第2話 アルセウスの預言書
アルセウスは部屋の静けさの中で、その古ぼけた本の表紙をじっと見つめていた。本は重厚で、時代を感じさせる手触りがあった。祖母が遺した言葉が彼の心に残っている。
『あなたが持つにふさわしい時が来たのだと思う』
幼いアルセウスには、まだその意味が完全には理解できていなかったが、確かに何か神聖で重要なものであることは感じ取れた。
彼はそっと本を開き、古代語で書かれた預言の数々を読み始めた。ページをパラパラとめくる、
「よめないな」
読み解くきっかけが掴めない。
龍の谷、山々を越える冒険、見知らぬ土地の人々との出会い、そして避けられない運命的な戦い、今まで祖母に話してもらった冒険譚を思い出す。
ー自分に与えられた運命、預言とはどんなものなんだろう
アルセウスは深呼吸し、心を落ち着けた。彼がこれから辿るべき道は簡単ではないだろう。それでも、祖母の想いを胸に刻み、この預言書と共に歩む運命に胸を躍らせた。

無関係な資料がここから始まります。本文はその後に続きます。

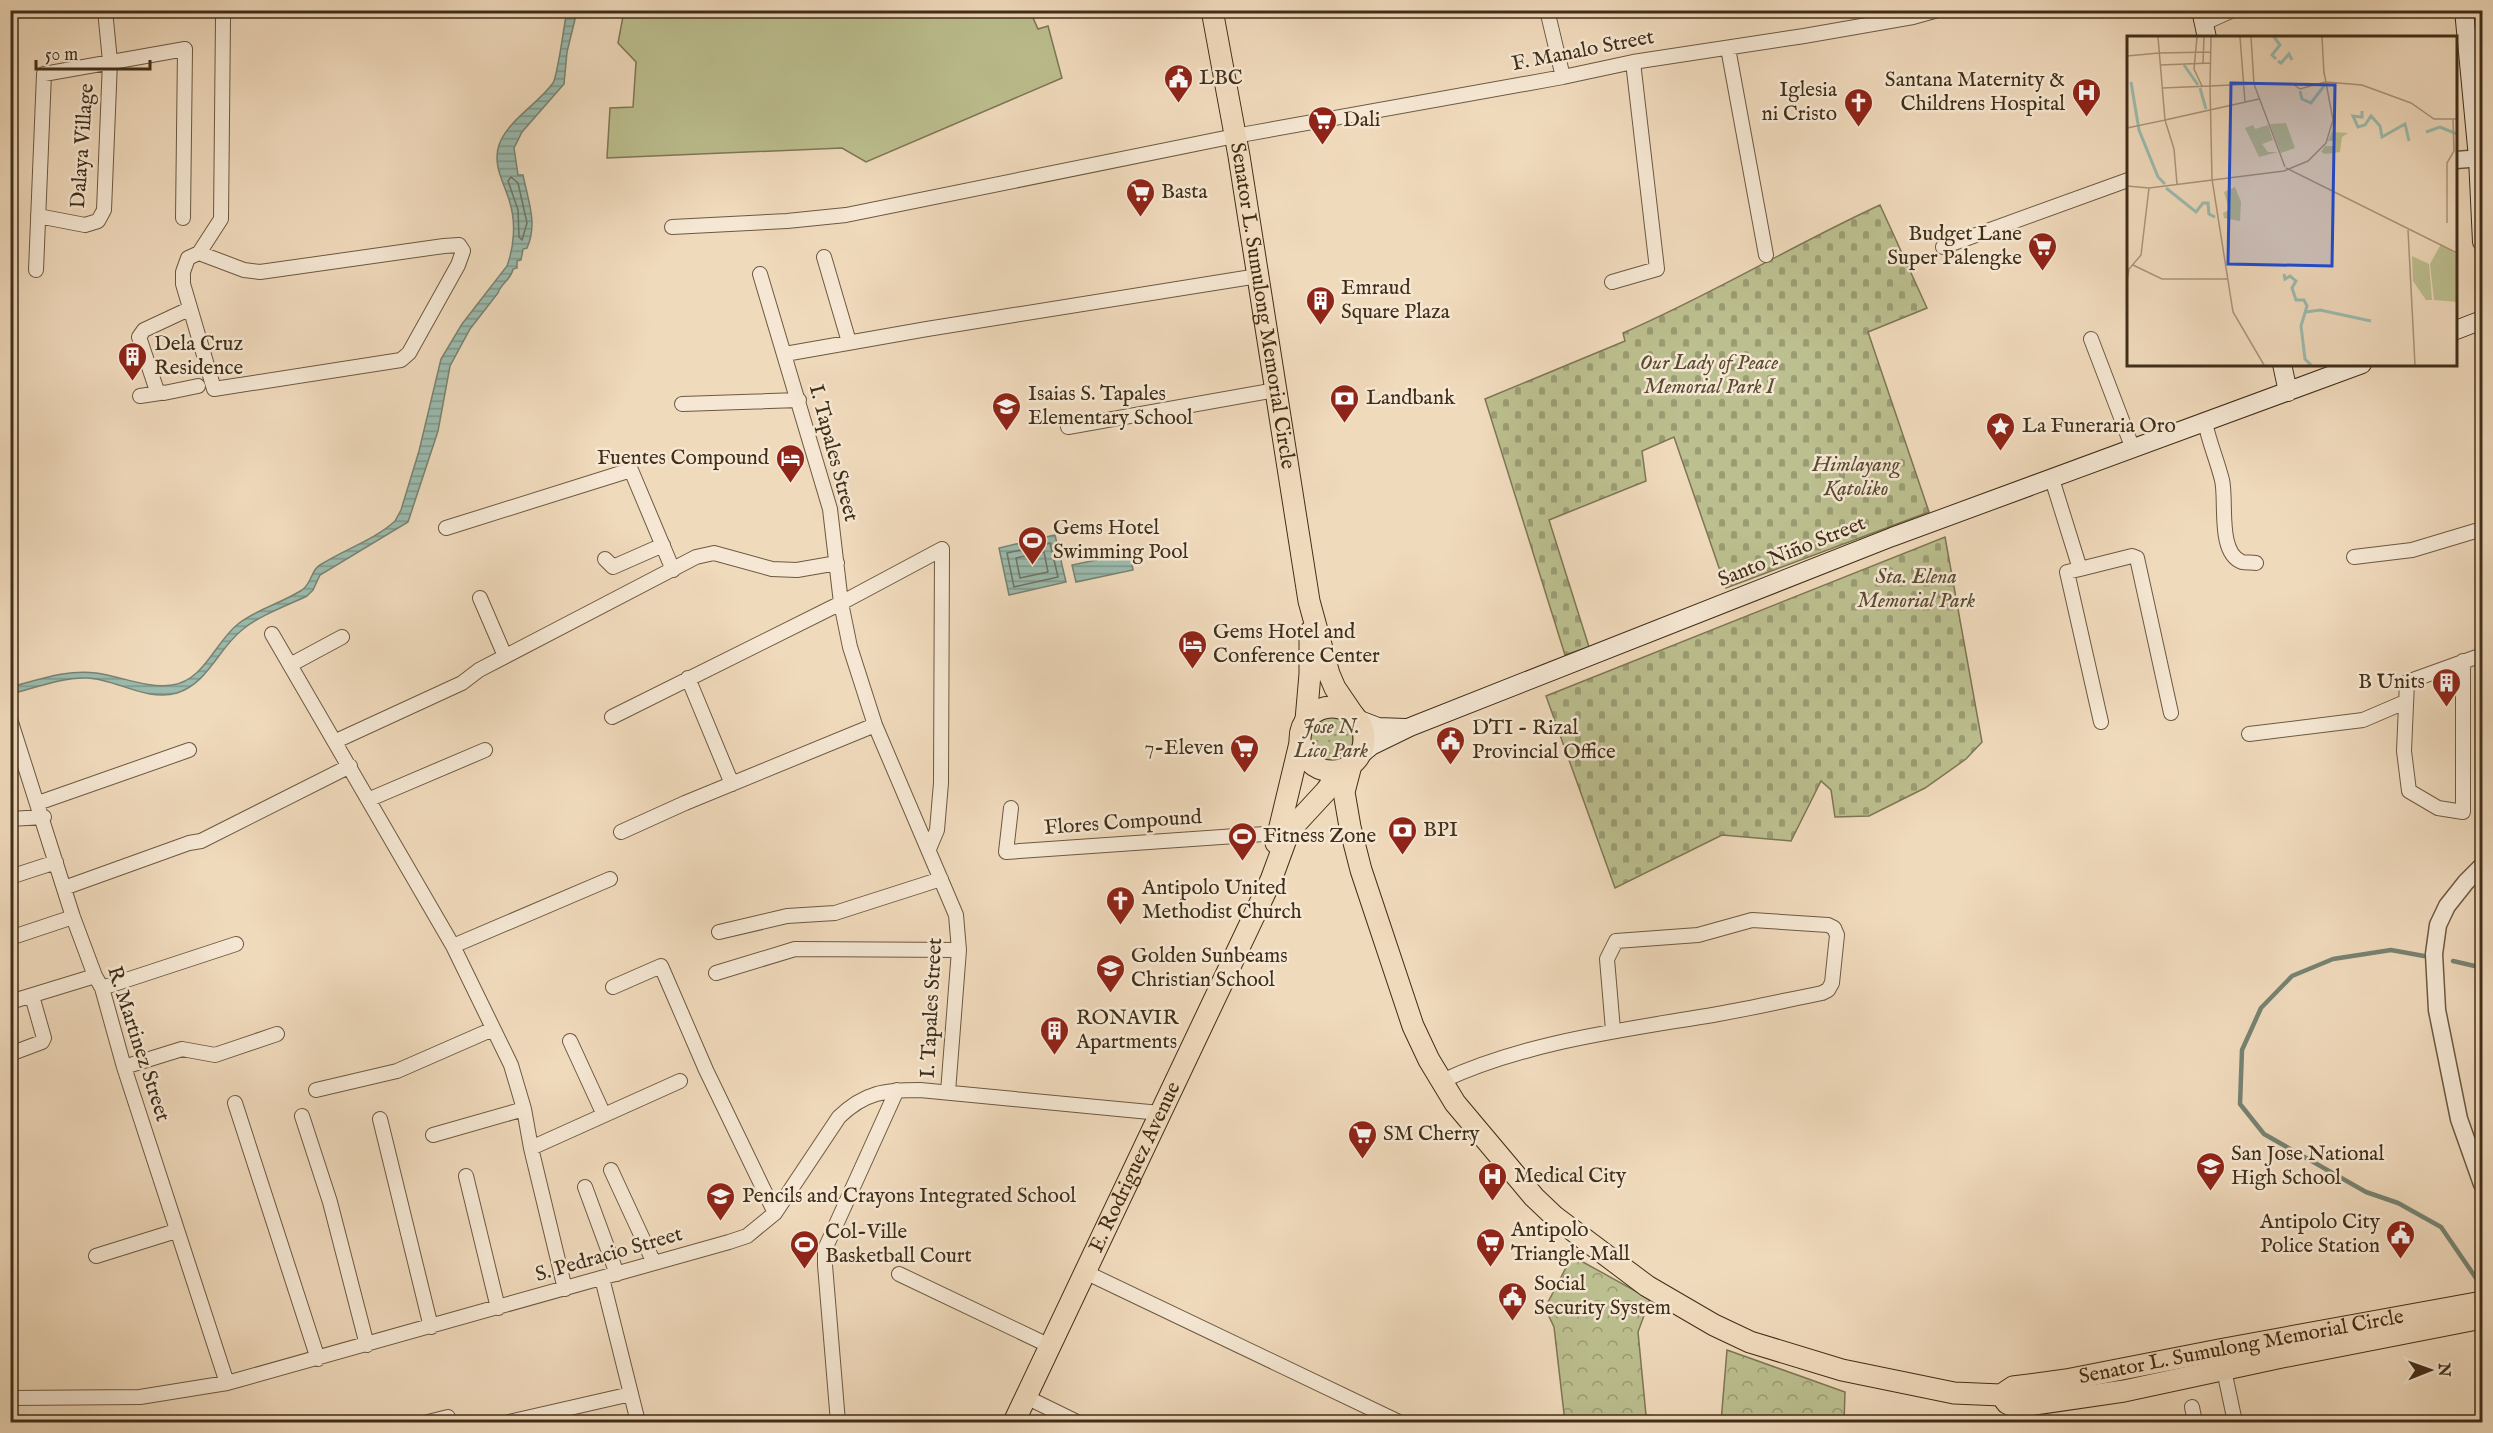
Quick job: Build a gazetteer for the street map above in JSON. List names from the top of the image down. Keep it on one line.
{"streets":{"main road":["Senator L. Sumulong Memorial Circle","Santo Niño Street","E. Rodriguez Avenue"],"street":["F. Manalo Street","Dalaya Village","I. Tapales Street","Flores Compound","R. Martinez Street","S. Pedracio Street"]},"crossings":[["F. Manalo Street","Senator L. Sumulong Memorial Circle"],["Senator L. Sumulong Memorial Circle","Santo Niño Street"],["Senator L. Sumulong Memorial Circle","E. Rodriguez Avenue"],["I. Tapales Street","S. Pedracio Street"],["Santo Niño Street","E. Rodriguez Avenue"],["Flores Compound","E. Rodriguez Avenue"],["R. Martinez Street","S. Pedracio Street"],["E. Rodriguez Avenue","S. Pedracio Street"]],"parks":["Our Lady of Peace Memorial Park I","Himlayang Katoliko","Sta. Elena Memorial Park","Jose N. Lico Park"],"places":{"public building":["LBC","DTI - Rizal Provincial Office","Antipolo City Police Station","Social Security System"],"hospital":["Santana Maternity & Childrens Hospital","Medical City"],"church":["Iglesia ni Cristo","Antipolo United Methodist Church"],"supermarket":["Dali","Basta","Budget Lane Super Palengke","7-Eleven","SM Cherry","Antipolo Triangle Mall"],"building":["Emraud Square Plaza","Dela Cruz Residence","B Units","RONAVIR Apartments"],"bank":["Landbank","BPI"],"school or university":["Isaias S. Tapales Elementary School","Golden Sunbeams Christian School","San Jose National High School","Pencils and Crayons Integrated School"],"place":["La Funeraria Oro"],"hotel":["Fuentes Compound","Gems Hotel and Conference Center"],"sports":["Gems Hotel Swimming Pool","Fitness Zone","Col-Ville Basketball Court"]},"scale_bar":"50 m","north":"right"}
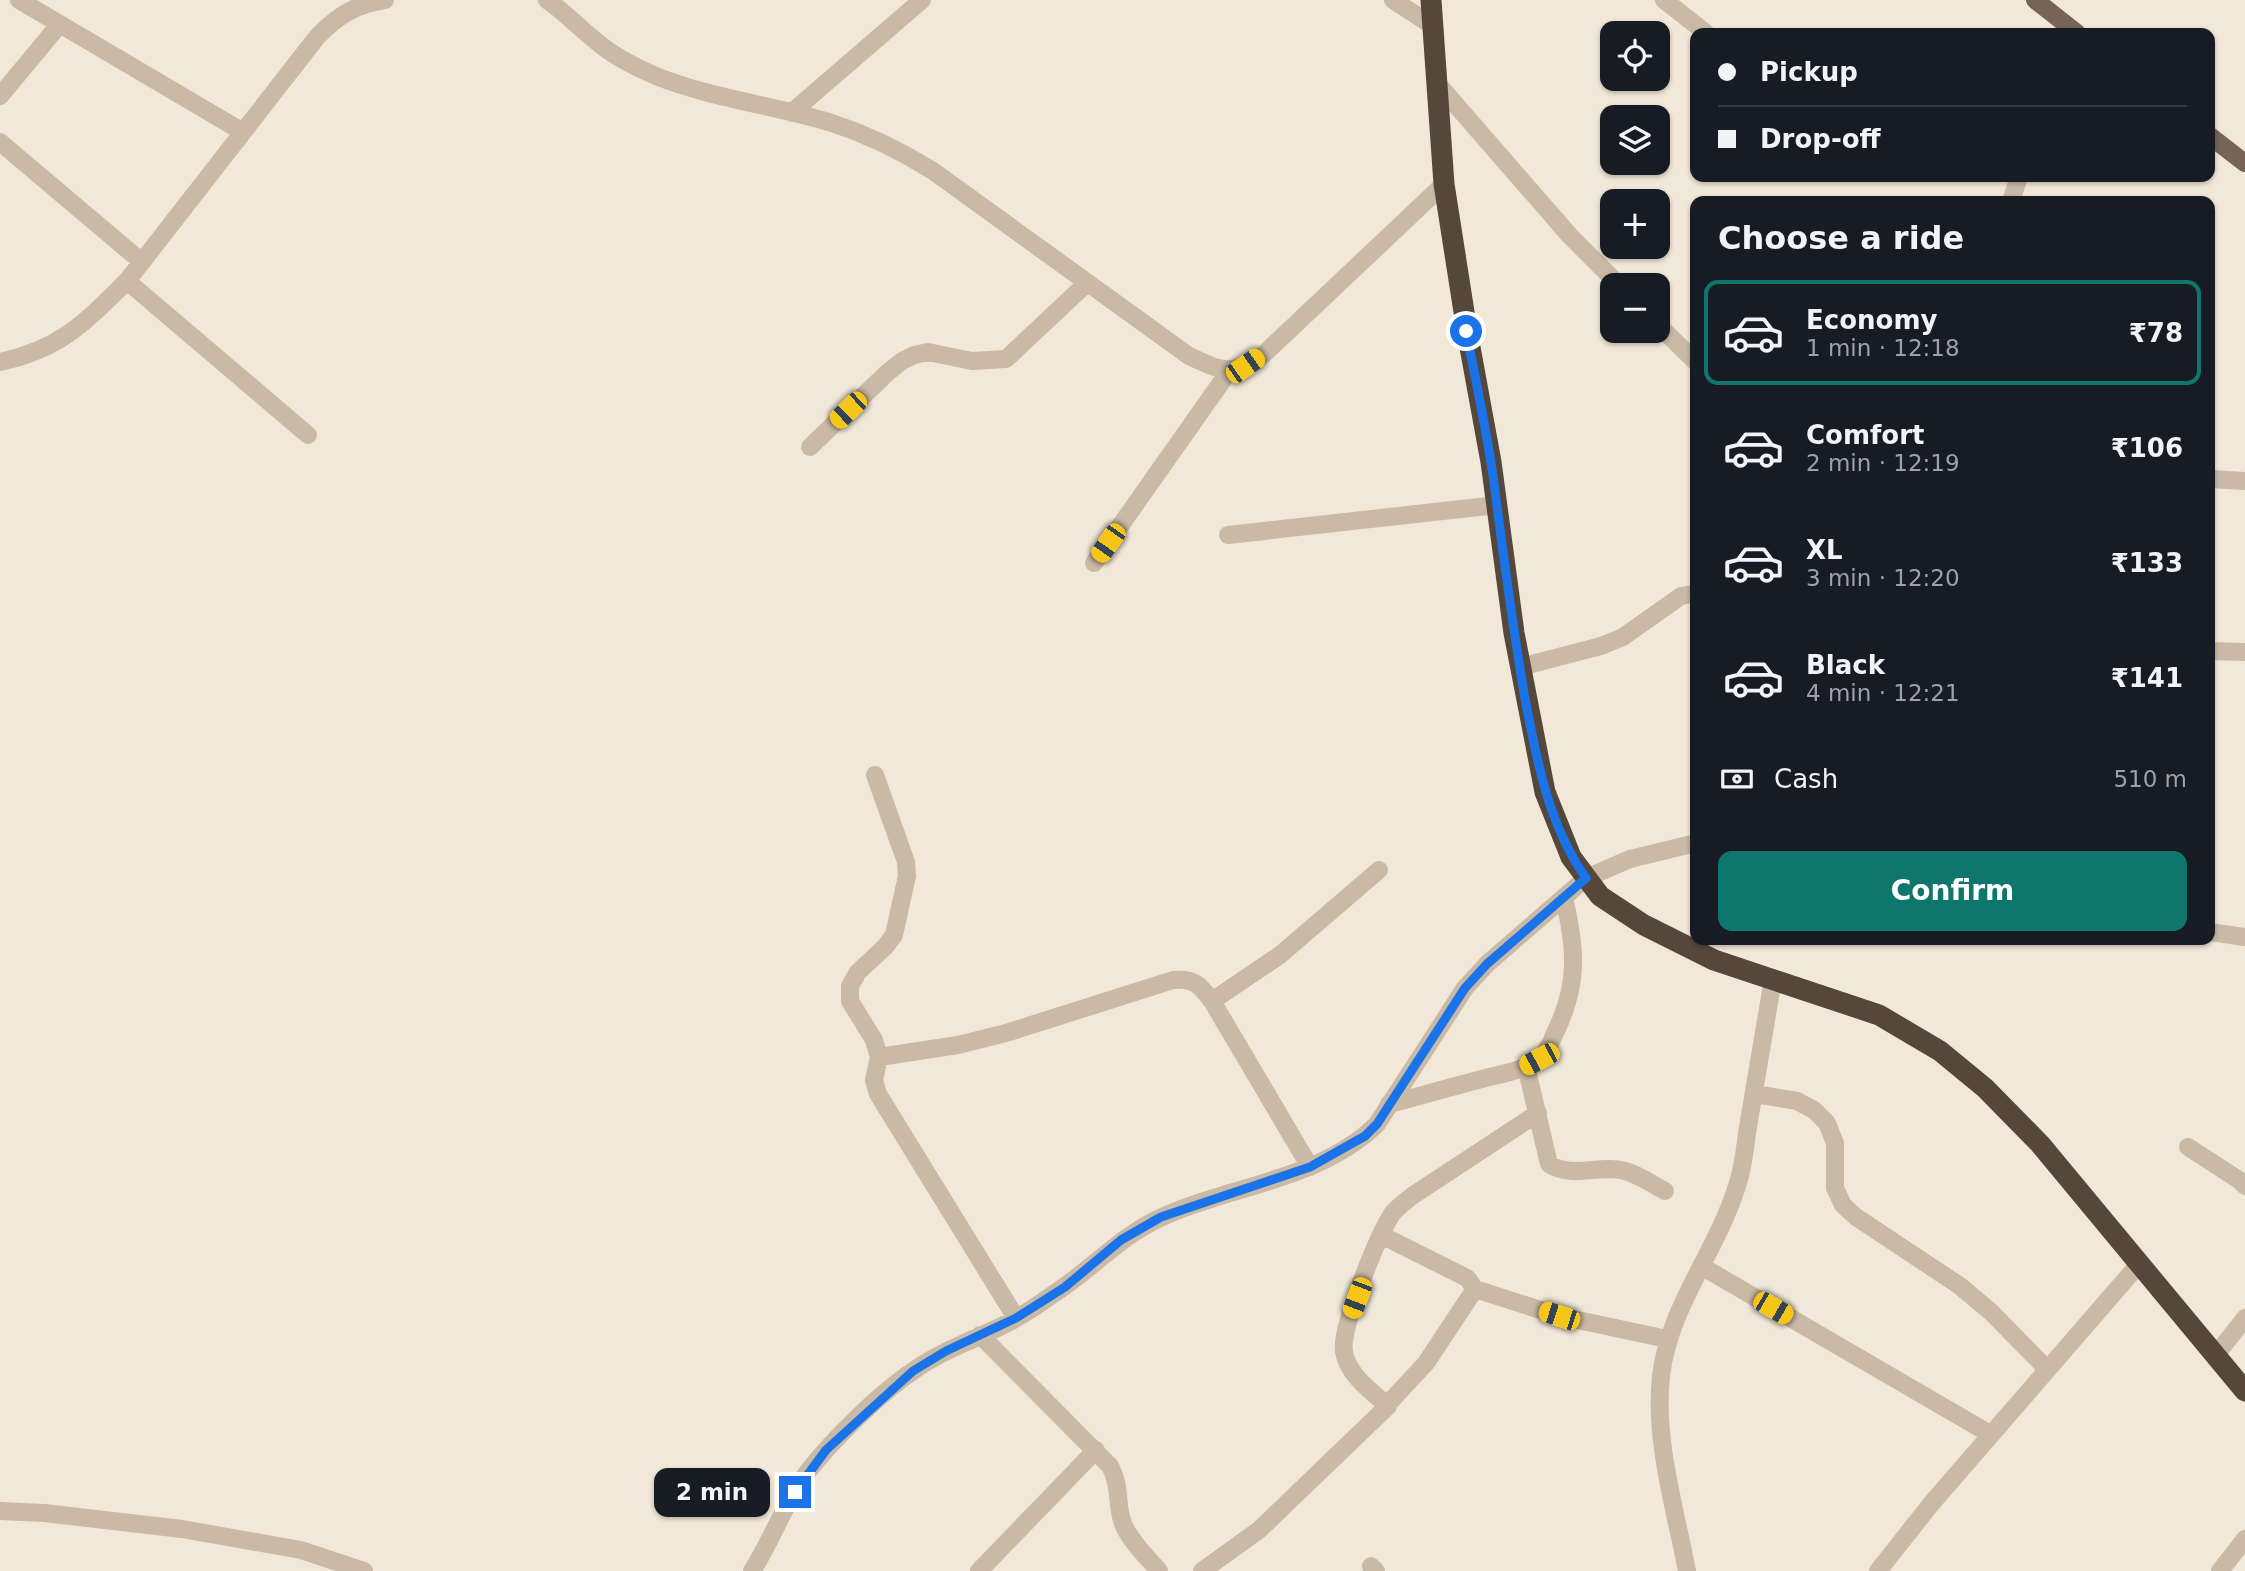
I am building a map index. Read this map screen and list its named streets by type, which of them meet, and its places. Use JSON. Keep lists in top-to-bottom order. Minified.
{"page":{"map_buttons":["+","−"],"banner":["Pickup","Drop-off"],"heading":"Choose a ride","list":[{"name":"Economy","note":"1 min · 12:18","value":"₹78"},{"name":"Comfort","note":"2 min · 12:19","value":"₹106"},{"name":"XL","note":"3 min · 12:20","value":"₹133"},{"name":"Black","note":"4 min · 12:21","value":"₹141"}],"pay":["Cash","510 m"],"buttons":"Confirm","bubble":"2 min"}}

朝日が窓から差し込む、あのまま寝ていたのだろう。腕の中には祖母からもらった本がある。
「なんだこれ」
確かに昨晩、腕に抱いていた本は祖母から貰ったもので、その本は古びた古代語の本であった。今、目の前にあるのは、真新しい本、貰った本より少し小ぶりで金色の版が押されている。
『おはよ!』
「え?」
アルセウスは振り返るが、誰も居ない。
『こーこーだーよ!』
「わぁっっっ!」
思わず手元の本を取り落とした。開いたページは白紙だ。
ーあの本から明らかに声がする、気がする。そして少しだけ光っている、気がする。
ー怖い、本が話してる…これが預言なの?
『しばらくすると、妹が生まれるよ。君にとってとても重要な存在になるから、大事にそして強くなるよう面倒を見るんだよ』
「それはよげん?」
「ねぇ、君は誰なの?」
預言書からの返事はなく、それっきり何も言わなくなった。異様な雰囲気もなくなり、また新しくそして少し豪華なただの本となった。